1. Introduction
The focus of this paper is the development of an estimation function for the construction time of utility scale power plants, and the associated statistical analysis of the results from the estimation function. Construction cost of power plants has been often studied in the literature; however, a statistical analysis of the construction time for power plants has not been executed previously. The development of this function is novel and aims to increase technical accuracy and to inform policy makers. The technical motivation is to provide a function for use in the preliminary project planning phase to accurately estimate the required construction time, logistics, and budget. The policy motivation is to inform policy makers about the time required to implement renewable energy sources and integrate the sources into the grid because a concern of many governments is energy security. This paper determines the construction time for power plants using stepwise, multiple linear regression techniques with interaction terms. The paper is limited in geographical scope to Canadian power plants because of the limited number of provinces. Data was collected for the provinces of Alberta, British Columbia, Manitoba, New Brunswick, Nova Scotia, Ontario, Prince Edward Island, Quebec, and Saskatchewan.
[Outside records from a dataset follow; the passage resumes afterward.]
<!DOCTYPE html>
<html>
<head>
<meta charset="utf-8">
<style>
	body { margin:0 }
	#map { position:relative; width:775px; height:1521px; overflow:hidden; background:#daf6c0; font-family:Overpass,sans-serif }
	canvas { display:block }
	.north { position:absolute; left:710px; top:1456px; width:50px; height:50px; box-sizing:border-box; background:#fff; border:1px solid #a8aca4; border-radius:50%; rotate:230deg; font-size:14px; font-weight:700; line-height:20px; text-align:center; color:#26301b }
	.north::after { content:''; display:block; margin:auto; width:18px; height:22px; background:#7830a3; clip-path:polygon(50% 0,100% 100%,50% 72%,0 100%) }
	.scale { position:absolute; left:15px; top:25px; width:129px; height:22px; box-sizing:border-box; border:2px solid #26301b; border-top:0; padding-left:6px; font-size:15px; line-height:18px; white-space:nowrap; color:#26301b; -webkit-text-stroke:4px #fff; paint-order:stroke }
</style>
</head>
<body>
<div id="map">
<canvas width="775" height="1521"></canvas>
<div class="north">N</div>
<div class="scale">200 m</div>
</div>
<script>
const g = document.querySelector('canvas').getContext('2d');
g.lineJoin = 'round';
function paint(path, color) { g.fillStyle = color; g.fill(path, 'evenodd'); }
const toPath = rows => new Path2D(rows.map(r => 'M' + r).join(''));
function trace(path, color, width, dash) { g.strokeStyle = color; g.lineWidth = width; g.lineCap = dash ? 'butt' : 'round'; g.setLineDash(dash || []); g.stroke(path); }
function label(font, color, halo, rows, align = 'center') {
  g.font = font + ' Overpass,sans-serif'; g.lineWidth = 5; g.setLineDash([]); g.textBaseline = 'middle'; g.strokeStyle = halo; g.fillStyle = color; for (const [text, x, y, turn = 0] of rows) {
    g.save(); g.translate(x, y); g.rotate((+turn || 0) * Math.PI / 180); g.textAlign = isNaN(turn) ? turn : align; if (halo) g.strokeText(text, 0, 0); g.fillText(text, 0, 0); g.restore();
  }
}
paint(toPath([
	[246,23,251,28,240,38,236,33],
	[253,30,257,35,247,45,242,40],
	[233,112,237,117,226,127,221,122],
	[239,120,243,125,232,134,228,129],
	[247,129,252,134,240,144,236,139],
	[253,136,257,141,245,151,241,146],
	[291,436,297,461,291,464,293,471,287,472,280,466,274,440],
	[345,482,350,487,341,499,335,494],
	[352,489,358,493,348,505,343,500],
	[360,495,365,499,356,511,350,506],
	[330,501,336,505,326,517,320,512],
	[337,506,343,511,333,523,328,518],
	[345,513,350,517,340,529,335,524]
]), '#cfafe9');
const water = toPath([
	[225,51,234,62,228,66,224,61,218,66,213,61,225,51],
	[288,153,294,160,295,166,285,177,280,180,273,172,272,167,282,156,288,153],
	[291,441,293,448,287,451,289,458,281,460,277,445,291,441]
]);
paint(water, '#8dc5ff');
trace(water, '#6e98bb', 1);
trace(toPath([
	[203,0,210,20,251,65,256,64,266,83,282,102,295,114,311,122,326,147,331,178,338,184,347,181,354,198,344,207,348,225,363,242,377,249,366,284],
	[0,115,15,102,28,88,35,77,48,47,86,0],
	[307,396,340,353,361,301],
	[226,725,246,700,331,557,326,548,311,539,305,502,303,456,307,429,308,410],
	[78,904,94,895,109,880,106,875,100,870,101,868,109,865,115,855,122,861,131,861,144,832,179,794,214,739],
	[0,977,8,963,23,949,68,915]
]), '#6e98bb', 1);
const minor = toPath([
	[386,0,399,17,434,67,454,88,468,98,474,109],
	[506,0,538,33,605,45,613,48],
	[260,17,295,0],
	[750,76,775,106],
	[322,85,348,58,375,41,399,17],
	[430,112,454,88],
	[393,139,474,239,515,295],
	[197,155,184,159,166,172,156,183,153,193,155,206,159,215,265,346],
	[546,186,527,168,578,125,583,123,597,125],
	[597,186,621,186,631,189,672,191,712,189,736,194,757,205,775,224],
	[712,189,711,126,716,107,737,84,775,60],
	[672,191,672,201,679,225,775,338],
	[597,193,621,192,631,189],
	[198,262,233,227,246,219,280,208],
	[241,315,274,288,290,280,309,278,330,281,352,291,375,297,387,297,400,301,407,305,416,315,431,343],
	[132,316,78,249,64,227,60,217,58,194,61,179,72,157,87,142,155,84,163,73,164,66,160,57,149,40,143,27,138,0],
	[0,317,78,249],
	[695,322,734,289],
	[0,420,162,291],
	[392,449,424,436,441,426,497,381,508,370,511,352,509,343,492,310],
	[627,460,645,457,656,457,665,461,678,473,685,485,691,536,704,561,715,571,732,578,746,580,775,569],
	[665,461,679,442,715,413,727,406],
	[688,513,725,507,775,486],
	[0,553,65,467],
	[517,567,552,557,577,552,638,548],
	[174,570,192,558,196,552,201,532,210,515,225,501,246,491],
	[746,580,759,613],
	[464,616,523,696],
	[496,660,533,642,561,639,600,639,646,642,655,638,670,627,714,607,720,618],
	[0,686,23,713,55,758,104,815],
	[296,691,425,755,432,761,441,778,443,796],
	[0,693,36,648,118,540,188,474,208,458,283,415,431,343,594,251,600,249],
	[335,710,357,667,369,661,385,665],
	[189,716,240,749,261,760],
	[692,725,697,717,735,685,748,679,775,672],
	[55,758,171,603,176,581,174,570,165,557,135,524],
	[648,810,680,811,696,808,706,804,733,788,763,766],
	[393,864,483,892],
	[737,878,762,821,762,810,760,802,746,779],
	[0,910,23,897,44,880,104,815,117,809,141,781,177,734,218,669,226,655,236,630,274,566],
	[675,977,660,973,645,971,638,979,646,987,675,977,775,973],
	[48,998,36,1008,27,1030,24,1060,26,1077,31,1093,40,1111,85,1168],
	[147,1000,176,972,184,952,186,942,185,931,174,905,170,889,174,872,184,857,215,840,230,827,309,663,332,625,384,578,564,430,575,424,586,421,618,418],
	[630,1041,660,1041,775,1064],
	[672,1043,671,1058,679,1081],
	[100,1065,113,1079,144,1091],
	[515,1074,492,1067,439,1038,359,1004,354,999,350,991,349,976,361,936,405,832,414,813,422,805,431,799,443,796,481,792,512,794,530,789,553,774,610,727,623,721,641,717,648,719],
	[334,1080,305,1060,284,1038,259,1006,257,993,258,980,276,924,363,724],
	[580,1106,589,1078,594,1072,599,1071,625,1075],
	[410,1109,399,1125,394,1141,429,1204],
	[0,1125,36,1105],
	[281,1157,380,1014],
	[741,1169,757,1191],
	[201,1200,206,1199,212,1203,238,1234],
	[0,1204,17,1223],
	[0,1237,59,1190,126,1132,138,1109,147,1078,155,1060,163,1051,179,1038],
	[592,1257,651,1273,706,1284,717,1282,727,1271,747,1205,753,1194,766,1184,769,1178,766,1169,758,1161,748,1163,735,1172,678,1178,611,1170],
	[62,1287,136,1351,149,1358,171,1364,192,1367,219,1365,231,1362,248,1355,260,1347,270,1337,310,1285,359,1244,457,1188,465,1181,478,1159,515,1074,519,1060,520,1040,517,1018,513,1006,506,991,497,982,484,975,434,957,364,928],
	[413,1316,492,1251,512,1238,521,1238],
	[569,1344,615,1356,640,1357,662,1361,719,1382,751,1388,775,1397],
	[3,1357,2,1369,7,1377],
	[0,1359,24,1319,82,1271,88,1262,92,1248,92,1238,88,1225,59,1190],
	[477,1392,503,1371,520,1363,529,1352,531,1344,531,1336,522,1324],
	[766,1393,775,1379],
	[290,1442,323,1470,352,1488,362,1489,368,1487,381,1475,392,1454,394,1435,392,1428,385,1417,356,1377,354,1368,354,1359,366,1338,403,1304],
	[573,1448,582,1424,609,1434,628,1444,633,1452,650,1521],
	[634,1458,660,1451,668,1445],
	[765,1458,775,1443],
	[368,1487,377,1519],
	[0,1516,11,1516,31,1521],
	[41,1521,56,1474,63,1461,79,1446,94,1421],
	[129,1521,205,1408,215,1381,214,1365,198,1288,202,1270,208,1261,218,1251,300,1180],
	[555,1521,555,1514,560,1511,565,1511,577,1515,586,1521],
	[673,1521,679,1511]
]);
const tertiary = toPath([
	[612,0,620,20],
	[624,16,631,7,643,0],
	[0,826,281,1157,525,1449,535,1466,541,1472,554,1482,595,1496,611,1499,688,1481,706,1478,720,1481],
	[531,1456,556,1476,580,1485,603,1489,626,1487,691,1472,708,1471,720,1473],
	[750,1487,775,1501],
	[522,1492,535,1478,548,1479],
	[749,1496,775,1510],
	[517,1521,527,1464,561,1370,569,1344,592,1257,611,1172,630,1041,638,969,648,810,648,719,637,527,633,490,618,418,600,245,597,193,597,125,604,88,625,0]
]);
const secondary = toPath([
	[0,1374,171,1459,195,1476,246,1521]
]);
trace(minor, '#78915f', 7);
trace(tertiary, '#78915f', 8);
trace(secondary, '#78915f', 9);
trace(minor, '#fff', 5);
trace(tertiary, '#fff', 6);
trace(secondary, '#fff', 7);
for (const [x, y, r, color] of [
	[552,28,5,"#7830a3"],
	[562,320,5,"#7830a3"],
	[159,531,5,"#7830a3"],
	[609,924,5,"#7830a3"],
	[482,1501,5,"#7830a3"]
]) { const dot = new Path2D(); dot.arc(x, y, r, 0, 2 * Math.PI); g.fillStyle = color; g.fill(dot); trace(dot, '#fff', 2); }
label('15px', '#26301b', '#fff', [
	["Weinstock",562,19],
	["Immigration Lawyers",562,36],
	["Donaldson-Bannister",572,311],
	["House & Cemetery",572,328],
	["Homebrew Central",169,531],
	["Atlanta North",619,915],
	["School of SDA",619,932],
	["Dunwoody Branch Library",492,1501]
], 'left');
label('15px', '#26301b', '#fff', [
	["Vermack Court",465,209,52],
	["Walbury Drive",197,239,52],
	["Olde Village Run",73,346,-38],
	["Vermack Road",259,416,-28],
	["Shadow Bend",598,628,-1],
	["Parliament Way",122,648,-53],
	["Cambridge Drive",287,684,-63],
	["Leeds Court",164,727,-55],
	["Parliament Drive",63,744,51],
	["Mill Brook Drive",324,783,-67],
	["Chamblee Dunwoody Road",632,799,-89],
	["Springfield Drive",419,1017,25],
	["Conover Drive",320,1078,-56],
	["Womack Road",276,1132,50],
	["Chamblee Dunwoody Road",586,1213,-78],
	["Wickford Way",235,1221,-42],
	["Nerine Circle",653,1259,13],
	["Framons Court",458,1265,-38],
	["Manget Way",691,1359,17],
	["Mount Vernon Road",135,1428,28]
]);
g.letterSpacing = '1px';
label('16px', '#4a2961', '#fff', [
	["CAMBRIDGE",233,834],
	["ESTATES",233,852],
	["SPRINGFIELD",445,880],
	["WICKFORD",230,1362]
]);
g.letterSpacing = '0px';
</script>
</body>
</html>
Prior to a discussion of the investigation, the statistical tools and approach are explained and justified. The investigation begins with existing construction time data for hydroelectric, nuclear, and wind power plants across Canada. These data are explored for sensitivities to year of construction, technology, location, and size. A regression is performed, leading to estimation functions that are subsequently compared to the construction time of the power plants. These estimation functions will answer the following research objectives:
Determination of construction time dependency on jurisdiction of construction;
Assessment of the impact of power plant technology on construction time;
Influence of power plant installed capacity on construction time;
Impact of historical factors on construction time.
2. Literature Review
The majority of previous research on construction time has focused on transportation and civic infrastructure rather than power systems. The main exception is nuclear power plants, which have been subject to a number of economic and construction analyses. The value of these analyses is to provide improved estimates of the necessary budgets and timelines to complete large projects so that subsequent projects may be completed more efficiently.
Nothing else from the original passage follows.